*Problem statement*
Go through the records and show each line where the word "shadow" occurs.
***** The records *****
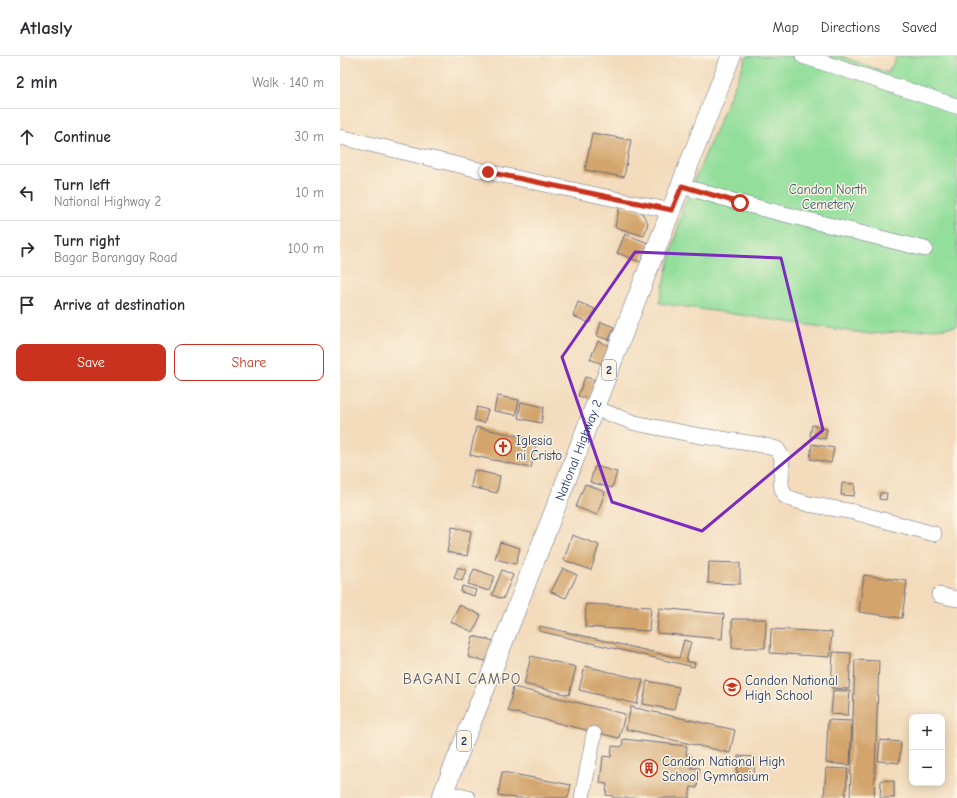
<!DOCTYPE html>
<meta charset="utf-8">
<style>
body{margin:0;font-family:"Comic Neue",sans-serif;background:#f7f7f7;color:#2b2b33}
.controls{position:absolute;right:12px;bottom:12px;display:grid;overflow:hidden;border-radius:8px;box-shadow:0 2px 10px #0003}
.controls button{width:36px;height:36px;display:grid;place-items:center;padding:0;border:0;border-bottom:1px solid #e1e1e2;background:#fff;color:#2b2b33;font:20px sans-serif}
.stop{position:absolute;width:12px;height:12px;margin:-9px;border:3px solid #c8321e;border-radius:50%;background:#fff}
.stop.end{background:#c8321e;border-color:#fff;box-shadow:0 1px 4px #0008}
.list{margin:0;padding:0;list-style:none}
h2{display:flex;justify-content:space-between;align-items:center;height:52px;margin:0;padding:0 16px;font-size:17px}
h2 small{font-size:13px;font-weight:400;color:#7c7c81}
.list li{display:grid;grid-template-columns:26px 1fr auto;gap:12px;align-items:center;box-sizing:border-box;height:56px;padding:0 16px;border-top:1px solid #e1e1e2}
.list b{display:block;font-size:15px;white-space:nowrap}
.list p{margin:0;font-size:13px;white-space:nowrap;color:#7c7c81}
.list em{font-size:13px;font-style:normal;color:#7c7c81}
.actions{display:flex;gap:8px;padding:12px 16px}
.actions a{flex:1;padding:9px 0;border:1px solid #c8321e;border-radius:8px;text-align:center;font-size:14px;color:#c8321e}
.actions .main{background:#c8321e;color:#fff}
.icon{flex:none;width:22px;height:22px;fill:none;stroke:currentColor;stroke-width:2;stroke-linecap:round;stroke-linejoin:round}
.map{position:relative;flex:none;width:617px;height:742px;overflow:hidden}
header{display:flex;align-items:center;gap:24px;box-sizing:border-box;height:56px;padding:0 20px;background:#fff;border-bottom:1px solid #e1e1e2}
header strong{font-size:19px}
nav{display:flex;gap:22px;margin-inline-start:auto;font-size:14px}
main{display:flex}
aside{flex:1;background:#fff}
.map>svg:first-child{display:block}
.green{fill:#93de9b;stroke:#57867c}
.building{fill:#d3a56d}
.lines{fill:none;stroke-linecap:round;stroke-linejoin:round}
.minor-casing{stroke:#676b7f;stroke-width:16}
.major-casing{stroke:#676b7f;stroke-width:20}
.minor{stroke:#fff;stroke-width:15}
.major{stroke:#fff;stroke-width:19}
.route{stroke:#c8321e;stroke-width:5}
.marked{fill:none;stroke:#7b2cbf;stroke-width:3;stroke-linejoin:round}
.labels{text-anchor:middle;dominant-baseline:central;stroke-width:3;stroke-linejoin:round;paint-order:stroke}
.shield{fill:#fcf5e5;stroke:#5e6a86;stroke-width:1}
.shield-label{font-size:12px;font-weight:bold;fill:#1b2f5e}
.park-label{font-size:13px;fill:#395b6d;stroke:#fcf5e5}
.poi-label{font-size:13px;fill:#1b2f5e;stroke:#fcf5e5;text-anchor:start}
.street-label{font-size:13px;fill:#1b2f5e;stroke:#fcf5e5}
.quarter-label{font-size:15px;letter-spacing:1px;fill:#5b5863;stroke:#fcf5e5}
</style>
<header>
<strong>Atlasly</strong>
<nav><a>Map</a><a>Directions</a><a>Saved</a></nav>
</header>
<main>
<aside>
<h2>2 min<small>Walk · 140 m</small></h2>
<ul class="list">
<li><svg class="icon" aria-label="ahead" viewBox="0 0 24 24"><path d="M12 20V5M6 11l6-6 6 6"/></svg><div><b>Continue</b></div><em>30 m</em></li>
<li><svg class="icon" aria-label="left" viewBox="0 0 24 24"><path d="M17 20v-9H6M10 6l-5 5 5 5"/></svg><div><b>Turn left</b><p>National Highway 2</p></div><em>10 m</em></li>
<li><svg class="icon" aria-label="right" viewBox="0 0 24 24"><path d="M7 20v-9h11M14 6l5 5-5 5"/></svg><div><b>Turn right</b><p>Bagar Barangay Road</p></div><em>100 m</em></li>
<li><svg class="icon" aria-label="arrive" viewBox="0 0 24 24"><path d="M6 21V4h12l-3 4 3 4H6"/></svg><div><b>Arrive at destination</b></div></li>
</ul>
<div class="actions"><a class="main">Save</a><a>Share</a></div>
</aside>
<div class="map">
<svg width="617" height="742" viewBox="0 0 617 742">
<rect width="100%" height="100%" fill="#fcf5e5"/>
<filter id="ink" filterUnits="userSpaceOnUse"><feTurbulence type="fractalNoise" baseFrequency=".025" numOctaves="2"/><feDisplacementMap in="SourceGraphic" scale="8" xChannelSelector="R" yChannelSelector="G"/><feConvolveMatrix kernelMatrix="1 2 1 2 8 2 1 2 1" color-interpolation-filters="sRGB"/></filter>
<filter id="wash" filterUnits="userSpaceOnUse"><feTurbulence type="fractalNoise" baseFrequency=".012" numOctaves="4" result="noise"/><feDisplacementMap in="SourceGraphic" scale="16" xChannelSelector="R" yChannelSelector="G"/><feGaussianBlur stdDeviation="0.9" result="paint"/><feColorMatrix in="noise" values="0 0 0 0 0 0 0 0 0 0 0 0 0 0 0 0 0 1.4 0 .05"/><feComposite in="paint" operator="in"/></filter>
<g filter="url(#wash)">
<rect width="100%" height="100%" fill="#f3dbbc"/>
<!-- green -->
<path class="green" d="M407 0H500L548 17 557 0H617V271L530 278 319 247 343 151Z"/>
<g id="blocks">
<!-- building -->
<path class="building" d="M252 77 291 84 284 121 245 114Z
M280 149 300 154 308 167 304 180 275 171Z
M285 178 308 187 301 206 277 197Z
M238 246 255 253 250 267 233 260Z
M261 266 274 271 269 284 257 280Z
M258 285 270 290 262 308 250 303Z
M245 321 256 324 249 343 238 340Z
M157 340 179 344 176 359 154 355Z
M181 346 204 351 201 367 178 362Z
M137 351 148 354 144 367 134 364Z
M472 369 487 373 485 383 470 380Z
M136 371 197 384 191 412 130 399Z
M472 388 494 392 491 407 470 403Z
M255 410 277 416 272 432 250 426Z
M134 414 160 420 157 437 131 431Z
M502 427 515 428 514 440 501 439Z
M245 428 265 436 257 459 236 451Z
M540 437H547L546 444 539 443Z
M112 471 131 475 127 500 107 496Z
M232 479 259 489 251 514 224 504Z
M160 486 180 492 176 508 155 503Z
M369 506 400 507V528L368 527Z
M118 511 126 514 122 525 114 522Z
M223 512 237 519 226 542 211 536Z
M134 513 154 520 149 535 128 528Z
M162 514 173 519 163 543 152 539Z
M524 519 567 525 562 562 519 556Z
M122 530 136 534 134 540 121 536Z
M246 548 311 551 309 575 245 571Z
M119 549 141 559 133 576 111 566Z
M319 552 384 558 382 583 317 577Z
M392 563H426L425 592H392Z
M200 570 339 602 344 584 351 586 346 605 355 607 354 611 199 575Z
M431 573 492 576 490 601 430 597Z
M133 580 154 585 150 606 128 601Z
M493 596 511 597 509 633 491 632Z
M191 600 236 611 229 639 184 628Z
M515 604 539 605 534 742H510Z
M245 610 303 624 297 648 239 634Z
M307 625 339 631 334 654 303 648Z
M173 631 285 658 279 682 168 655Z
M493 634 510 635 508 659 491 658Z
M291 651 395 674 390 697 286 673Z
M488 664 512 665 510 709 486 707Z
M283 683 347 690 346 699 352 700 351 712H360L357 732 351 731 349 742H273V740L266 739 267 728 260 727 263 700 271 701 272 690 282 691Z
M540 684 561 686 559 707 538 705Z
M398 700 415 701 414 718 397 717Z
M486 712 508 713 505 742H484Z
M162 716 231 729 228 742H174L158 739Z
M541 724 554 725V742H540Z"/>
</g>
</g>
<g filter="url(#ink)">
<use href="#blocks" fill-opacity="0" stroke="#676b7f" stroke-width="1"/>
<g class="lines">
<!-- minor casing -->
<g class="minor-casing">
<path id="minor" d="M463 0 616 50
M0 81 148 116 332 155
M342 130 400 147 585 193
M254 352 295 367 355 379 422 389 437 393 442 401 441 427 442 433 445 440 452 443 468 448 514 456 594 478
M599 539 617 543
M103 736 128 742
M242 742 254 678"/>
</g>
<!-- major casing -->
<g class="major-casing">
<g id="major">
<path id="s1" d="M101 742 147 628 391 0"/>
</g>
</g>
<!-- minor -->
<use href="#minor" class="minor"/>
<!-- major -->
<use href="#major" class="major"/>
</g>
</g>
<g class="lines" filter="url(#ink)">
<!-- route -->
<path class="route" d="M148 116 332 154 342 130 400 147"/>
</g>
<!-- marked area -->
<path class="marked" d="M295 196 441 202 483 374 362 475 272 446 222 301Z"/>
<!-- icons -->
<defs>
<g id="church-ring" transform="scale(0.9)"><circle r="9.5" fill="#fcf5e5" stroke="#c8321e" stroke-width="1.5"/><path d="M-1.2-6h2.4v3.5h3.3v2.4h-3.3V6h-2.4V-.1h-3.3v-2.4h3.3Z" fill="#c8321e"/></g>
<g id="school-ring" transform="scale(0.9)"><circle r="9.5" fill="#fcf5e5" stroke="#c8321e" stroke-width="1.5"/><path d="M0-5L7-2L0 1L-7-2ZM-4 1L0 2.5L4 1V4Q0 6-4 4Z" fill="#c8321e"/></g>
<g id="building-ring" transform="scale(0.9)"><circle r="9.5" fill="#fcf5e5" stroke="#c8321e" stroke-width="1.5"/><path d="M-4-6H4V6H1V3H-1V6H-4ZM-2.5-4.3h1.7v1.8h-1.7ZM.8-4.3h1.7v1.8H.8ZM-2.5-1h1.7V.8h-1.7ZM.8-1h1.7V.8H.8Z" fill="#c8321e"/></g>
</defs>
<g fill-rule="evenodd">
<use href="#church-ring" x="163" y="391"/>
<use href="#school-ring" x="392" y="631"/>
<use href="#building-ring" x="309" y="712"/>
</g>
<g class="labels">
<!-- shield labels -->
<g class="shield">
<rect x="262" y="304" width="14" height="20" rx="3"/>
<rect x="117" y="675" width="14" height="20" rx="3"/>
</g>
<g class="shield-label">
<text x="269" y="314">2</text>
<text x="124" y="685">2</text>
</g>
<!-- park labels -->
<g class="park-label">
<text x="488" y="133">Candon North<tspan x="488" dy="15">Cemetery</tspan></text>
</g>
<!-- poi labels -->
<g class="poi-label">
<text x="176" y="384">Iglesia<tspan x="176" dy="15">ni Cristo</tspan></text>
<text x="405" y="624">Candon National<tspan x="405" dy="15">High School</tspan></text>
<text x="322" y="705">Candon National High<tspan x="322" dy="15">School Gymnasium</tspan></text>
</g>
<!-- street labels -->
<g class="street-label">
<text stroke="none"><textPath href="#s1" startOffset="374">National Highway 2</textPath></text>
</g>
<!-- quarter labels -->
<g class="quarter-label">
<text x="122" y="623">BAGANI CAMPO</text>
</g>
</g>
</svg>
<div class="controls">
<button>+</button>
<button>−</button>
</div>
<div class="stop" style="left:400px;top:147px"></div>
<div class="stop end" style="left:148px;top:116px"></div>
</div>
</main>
*****
*Task response*
.controls{position:absolute;right:12px;bottom:12px;display:grid;overflow:hidden;border-radius:8px;box-shadow:0 2px 10px #0003}
.stop.end{background:#c8321e;border-color:#fff;box-shadow:0 1px 4px #0008}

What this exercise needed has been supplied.